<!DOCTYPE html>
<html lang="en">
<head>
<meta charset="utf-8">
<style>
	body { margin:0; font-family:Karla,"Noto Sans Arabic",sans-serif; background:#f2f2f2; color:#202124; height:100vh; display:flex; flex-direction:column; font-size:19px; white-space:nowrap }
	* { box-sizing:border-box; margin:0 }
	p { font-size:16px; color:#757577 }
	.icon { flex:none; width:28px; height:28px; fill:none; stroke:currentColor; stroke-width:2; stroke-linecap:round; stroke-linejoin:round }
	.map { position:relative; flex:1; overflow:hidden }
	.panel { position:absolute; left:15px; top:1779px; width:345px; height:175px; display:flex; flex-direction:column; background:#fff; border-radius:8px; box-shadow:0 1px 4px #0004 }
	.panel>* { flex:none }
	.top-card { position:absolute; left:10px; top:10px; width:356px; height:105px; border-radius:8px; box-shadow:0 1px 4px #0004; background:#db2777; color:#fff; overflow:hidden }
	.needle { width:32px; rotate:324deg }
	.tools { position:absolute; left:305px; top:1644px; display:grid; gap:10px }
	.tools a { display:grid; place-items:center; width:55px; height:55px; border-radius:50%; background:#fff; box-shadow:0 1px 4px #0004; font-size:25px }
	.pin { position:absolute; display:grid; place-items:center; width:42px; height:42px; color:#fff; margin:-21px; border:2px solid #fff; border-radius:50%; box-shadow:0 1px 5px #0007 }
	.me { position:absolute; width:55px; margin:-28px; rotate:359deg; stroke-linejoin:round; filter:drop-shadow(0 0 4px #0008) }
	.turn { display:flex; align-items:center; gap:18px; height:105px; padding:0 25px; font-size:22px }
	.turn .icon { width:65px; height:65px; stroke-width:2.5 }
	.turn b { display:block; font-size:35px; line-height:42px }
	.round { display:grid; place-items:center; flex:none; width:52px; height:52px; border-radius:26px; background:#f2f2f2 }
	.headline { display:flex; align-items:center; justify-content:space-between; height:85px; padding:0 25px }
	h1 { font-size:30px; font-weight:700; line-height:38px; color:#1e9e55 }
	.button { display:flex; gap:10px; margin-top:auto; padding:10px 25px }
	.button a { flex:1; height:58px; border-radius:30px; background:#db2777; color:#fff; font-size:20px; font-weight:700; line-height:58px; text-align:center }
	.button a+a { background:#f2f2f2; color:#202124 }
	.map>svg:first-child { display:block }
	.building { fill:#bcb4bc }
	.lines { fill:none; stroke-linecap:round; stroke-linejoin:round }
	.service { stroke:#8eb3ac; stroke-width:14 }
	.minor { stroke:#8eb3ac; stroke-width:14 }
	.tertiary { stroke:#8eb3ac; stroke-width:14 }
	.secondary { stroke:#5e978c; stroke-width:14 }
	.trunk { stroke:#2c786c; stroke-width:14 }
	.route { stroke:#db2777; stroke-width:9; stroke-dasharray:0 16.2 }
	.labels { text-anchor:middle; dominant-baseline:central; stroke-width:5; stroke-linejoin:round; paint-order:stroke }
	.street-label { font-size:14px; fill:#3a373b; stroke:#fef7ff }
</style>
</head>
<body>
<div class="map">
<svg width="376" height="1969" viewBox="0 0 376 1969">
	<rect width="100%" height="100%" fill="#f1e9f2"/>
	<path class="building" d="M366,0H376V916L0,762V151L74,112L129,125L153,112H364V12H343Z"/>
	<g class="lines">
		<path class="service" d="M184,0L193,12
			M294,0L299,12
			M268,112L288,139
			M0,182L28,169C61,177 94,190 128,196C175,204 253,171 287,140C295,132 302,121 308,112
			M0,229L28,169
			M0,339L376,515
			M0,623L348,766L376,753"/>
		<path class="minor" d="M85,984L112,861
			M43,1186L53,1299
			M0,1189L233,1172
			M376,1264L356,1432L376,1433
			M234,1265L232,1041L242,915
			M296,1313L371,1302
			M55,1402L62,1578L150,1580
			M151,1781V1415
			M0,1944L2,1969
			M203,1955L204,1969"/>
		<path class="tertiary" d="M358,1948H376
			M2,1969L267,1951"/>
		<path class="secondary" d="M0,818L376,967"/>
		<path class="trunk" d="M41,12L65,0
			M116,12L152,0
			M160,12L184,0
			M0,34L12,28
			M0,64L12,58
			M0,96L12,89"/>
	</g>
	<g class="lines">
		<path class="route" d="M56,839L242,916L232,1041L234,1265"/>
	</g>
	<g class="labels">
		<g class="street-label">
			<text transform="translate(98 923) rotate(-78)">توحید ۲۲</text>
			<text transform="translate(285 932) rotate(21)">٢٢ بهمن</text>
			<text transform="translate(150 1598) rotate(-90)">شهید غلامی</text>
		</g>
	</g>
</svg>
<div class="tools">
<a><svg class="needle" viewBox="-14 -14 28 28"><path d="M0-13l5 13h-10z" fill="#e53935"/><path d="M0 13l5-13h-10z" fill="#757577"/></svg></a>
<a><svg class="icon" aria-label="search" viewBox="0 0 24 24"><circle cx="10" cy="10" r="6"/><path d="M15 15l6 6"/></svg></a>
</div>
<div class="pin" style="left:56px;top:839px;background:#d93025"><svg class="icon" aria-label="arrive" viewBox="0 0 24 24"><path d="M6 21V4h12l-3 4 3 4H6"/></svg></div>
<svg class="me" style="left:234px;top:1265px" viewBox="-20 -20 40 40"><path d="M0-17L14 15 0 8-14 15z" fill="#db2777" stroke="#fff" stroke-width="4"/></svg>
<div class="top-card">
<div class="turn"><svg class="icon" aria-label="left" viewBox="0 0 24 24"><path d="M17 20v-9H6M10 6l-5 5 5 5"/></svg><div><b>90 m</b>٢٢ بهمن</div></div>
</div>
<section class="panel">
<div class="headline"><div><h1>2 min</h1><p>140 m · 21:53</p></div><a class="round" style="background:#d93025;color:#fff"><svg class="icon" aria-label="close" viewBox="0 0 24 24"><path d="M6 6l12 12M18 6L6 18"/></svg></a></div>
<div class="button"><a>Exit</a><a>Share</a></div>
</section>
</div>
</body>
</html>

_WHAT YOU HAVE TO DO_: Reproduce, word for word, the lines of the data from the one that contains "M296,1313L371,1302" to the end, both ends included.

_ANSWER BOX_:
			M296,1313L371,1302
			M55,1402L62,1578L150,1580
			M151,1781V1415
			M0,1944L2,1969
			M203,1955L204,1969"/>
		<path class="tertiary" d="M358,1948H376
			M2,1969L267,1951"/>
		<path class="secondary" d="M0,818L376,967"/>
		<path class="trunk" d="M41,12L65,0
			M116,12L152,0
			M160,12L184,0
			M0,34L12,28
			M0,64L12,58
			M0,96L12,89"/>
	</g>
	<g class="lines">
		<path class="route" d="M56,839L242,916L232,1041L234,1265"/>
	</g>
	<g class="labels">
		<g class="street-label">
			<text transform="translate(98 923) rotate(-78)">توحید ۲۲</text>
			<text transform="translate(285 932) rotate(21)">٢٢ بهمن</text>
			<text transform="translate(150 1598) rotate(-90)">شهید غلامی</text>
		</g>
	</g>
</svg>
<div class="tools">
<a><svg class="needle" viewBox="-14 -14 28 28"><path d="M0-13l5 13h-10z" fill="#e53935"/><path d="M0 13l5-13h-10z" fill="#757577"/></svg></a>
<a><svg class="icon" aria-label="search" viewBox="0 0 24 24"><circle cx="10" cy="10" r="6"/><path d="M15 15l6 6"/></svg></a>
</div>
<div class="pin" style="left:56px;top:839px;background:#d93025"><svg class="icon" aria-label="arrive" viewBox="0 0 24 24"><path d="M6 21V4h12l-3 4 3 4H6"/></svg></div>
<svg class="me" style="left:234px;top:1265px" viewBox="-20 -20 40 40"><path d="M0-17L14 15 0 8-14 15z" fill="#db2777" stroke="#fff" stroke-width="4"/></svg>
<div class="top-card">
<div class="turn"><svg class="icon" aria-label="left" viewBox="0 0 24 24"><path d="M17 20v-9H6M10 6l-5 5 5 5"/></svg><div><b>90 m</b>٢٢ بهمن</div></div>
</div>
<section class="panel">
<div class="headline"><div><h1>2 min</h1><p>140 m · 21:53</p></div><a class="round" style="background:#d93025;color:#fff"><svg class="icon" aria-label="close" viewBox="0 0 24 24"><path d="M6 6l12 12M18 6L6 18"/></svg></a></div>
<div class="button"><a>Exit</a><a>Share</a></div>
</section>
</div>
</body>
</html>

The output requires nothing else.